Print values of void pointer

Question

I have a funciton that returns a void pointer. Lets say I know that the block of data pointed at is an array of ints. How can I print them?

From another thread I saw that I cast the void as my desired data type this way:

printf("%i",*((int*)data));

But like I said that data is an array of ints. I tried to do this, but it's not a valid expression:

for(i = 0; i<3; i++){
    printf("%i \n", *((int*)(data+sizeof(int)*i)));
}

What is the proper way of printing this?

Answer 1

Just use a temporary int*:

int *p = data;
for (int i=0; i<3; i++)
    printf("%i\n", p[i]);

Note that there's no explicit cast in the first line, because that's not needed with void* and avoiding explicit casts is considered good C style. Inside the loop, I've used the fact that you can index into a pointer to an array as if it were the array itself.

Answer 2

Your original attempt is incorrect in "formal" C, since pointer arithmetic is not applicable to void * pointers. However, some compilers support pointer arithmetic on void * pointers as a non-standard extension (GCC being a notable example). In such compilers void * pointers are treated as char * pointers for arithmetic purposes. And your

for(i = 0; i < 3; i++)
    printf("%i\n", *((int *) (data + sizeof(int) * i)));

will actually work as intended in such compiler.
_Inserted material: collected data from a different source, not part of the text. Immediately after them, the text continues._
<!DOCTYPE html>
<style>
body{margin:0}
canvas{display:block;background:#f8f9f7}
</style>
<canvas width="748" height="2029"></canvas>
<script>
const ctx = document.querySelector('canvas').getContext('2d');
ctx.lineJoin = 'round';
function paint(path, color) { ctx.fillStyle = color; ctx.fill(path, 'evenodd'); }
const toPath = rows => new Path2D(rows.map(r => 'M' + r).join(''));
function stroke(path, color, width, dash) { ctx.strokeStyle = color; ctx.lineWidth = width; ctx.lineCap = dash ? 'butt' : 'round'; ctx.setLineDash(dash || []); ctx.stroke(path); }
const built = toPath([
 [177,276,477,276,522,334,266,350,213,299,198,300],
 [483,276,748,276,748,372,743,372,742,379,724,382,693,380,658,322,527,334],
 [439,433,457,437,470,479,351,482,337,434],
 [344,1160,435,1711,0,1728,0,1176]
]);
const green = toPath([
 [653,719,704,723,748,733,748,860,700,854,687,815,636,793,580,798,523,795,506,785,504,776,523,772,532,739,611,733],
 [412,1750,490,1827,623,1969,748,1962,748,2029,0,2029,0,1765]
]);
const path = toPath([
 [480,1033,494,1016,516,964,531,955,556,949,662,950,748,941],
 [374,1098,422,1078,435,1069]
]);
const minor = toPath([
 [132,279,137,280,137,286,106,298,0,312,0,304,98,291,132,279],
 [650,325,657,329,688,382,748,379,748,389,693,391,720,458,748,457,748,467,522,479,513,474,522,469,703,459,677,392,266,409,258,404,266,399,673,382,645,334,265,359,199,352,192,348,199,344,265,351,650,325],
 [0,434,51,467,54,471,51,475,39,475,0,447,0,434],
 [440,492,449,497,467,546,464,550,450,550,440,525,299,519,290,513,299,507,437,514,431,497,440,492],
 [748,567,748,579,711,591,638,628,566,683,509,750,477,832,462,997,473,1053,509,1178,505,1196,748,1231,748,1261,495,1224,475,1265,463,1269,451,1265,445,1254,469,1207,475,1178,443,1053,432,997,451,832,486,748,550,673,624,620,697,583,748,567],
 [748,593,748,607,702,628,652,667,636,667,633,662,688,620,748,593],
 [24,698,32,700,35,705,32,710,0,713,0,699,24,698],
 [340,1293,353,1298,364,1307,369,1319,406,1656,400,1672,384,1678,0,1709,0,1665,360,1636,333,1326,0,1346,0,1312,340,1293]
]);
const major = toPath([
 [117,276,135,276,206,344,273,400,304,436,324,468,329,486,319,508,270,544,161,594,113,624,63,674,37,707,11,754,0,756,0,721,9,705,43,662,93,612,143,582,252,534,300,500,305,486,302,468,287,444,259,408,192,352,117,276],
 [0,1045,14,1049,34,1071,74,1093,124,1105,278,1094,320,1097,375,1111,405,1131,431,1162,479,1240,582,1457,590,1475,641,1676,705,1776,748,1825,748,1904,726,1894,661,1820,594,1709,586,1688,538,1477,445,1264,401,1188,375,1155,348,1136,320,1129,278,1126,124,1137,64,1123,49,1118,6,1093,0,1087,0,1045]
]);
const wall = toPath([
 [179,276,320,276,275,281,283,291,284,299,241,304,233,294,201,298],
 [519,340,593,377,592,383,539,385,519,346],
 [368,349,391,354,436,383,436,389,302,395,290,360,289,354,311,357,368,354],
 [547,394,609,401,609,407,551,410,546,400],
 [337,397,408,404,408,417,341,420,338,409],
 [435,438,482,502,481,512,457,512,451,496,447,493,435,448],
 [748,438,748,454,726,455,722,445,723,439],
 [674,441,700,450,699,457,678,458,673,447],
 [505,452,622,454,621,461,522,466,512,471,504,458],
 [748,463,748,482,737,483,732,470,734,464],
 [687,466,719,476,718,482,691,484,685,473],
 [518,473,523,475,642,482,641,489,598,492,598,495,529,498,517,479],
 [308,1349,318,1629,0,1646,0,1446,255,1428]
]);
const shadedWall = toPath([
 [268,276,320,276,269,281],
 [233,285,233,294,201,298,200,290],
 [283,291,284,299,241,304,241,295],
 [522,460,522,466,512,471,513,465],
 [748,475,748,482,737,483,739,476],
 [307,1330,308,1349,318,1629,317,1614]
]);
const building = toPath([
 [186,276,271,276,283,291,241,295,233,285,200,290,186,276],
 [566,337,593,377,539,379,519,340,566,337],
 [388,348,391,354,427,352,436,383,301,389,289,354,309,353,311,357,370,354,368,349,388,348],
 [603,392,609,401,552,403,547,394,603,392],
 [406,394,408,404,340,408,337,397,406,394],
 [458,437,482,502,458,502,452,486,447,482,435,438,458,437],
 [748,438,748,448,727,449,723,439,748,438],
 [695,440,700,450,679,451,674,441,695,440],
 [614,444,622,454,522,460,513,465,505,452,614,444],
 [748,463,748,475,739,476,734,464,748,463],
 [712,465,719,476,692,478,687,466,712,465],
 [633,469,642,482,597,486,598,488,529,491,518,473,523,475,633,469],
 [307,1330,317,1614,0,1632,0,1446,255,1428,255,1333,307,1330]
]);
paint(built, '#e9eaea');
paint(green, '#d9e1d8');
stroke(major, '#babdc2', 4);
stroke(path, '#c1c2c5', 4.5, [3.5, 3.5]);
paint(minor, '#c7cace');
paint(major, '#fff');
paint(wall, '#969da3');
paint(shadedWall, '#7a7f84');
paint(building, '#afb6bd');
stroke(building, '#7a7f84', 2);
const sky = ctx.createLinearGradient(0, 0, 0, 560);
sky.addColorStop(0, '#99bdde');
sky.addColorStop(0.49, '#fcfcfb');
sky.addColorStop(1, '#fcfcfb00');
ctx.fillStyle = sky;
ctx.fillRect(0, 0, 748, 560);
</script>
With a more pedantic compiler, you can save the day by doing

for(i = 0; i < 3; i++)
    printf("%i\n", *((int *) ((char *) data + sizeof(int) * i)));

But in any case, the above two pieces of code are hopelessly overcomplicated. They have some value as examples when you are just learning pointer arithmetic, but that's about all they are good for.

What you really need is just

for(i = 0; i < 3; i++)
    printf("%i\n", ((int *) data)[i]);

You can introduce an extra int * pointer, as other answers suggested, to make your code even more readable. But that's up to you.